You know, it wasn't actually really surprising. We had always thought, you know, we didn't find many differences in terms of major outcomes. We did find a difference in amputation rate at a year, and this was consistent with our hypothesis that maybe with the retrograde approach we would not propagate a dissection so far distally as we would from an antegrade approach. In practice, you know, this paper started several years ago, and it just took us a while to do the analysis and write it. In practice, I think a lot of people use the retrograde approach more often now, and probably start right off the bat with a retrograde approach. But at the time we were working on this project and the analysis it was still relatively novel, and it was a good thing, I think, to compare the 2 approaches. We matched our patients one-to-one. So, you know, in previous studies, we couldn't match them so well, or you know, with propensity matching, you don't get as good matching, but we actually combed through all of our patients and matched them one-to-one based on a lot of criteria that we've mentioned in the paper. And so, I think it's a pretty well-matched group to look at procedural details and sort of mid- and short-term outcomes after the 2 approaches.
3:07: To your knowledge has anything evolved in this space since your study was completed? Is there anything you'd like to study further based on the results of this study?
Yeah, I think, the retrograde approach, or like the bi-directional approach, is used a lot more now. And I mean, almost always these days, if you see somebody with a SFA occlusion, you know, you always think oh, we should probably prep the foot, just in case and this is really mainstream in practice now, I think. So, I think the practice has evolved a fair amount. I think one thing that you know, this paper didn't get a chance to look at, and we don't really see a lot of is the pedal access complications.
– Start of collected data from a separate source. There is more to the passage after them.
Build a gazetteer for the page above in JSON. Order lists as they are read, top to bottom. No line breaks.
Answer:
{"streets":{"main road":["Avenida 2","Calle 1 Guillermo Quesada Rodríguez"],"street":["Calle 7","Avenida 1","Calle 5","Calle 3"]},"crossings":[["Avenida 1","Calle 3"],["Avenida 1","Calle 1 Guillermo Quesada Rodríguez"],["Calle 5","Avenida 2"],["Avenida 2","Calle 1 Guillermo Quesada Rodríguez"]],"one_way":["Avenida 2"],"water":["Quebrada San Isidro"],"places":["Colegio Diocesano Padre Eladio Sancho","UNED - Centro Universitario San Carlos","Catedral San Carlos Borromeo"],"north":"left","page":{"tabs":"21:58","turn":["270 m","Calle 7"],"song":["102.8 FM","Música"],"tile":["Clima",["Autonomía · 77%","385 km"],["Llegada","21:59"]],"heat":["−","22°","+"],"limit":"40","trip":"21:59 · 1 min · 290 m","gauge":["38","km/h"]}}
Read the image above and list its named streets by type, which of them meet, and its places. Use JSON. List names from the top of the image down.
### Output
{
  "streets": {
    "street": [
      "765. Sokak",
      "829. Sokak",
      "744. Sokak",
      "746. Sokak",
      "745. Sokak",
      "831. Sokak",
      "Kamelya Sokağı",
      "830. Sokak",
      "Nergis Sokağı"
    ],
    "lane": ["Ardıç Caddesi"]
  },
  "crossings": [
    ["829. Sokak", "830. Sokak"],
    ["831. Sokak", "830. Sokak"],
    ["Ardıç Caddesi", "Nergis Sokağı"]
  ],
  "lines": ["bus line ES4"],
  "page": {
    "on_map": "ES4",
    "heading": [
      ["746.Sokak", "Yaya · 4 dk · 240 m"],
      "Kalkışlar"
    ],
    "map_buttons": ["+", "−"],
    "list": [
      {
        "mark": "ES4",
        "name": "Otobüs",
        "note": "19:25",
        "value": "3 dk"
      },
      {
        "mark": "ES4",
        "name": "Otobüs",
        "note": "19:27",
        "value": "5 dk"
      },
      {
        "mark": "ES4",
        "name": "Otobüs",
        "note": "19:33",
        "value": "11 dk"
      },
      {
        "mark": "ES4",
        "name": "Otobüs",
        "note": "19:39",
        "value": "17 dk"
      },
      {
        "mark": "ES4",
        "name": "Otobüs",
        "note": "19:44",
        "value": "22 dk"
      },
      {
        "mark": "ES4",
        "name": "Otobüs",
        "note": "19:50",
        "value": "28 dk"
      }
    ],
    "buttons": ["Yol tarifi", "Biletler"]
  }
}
You know, this is something we always worry about when you stick these small pedal vessels. And I don't think the complication rate is very well documented, you know. In terms of gut feeling we try not to stick the main runoff vessel, and if somebody has single vessel runoff, we really try, you know, we're really a little hesitant to use pedal access. But that's one thing that I think we could look into more. It's hard to look into that in bigger registries like the SVS VQI, for example - we just don't get so much procedural detail in that. The nice thing about the XLPAD database, or actually institutional-based databases, is that you can dig through the chart and get those little details about the procedure that I think can sort of shed more light and sort of add to the literature a little more.
4:35: What can we look forward to seeing next from your group?
We have a couple of things going on. We, you know, we are always trying to add to the XLPAD database, that registry. We have a recent paper looking at sort of SFA occlusions in general, and then sort of offshoots of that looking at SFA occlusions and patients with renal disease. We have one recent abstract looking at heart failure, the impact of heart failure or low EF on outcomes. So, all sorts of things looking at outcomes after infrainguinal interventions.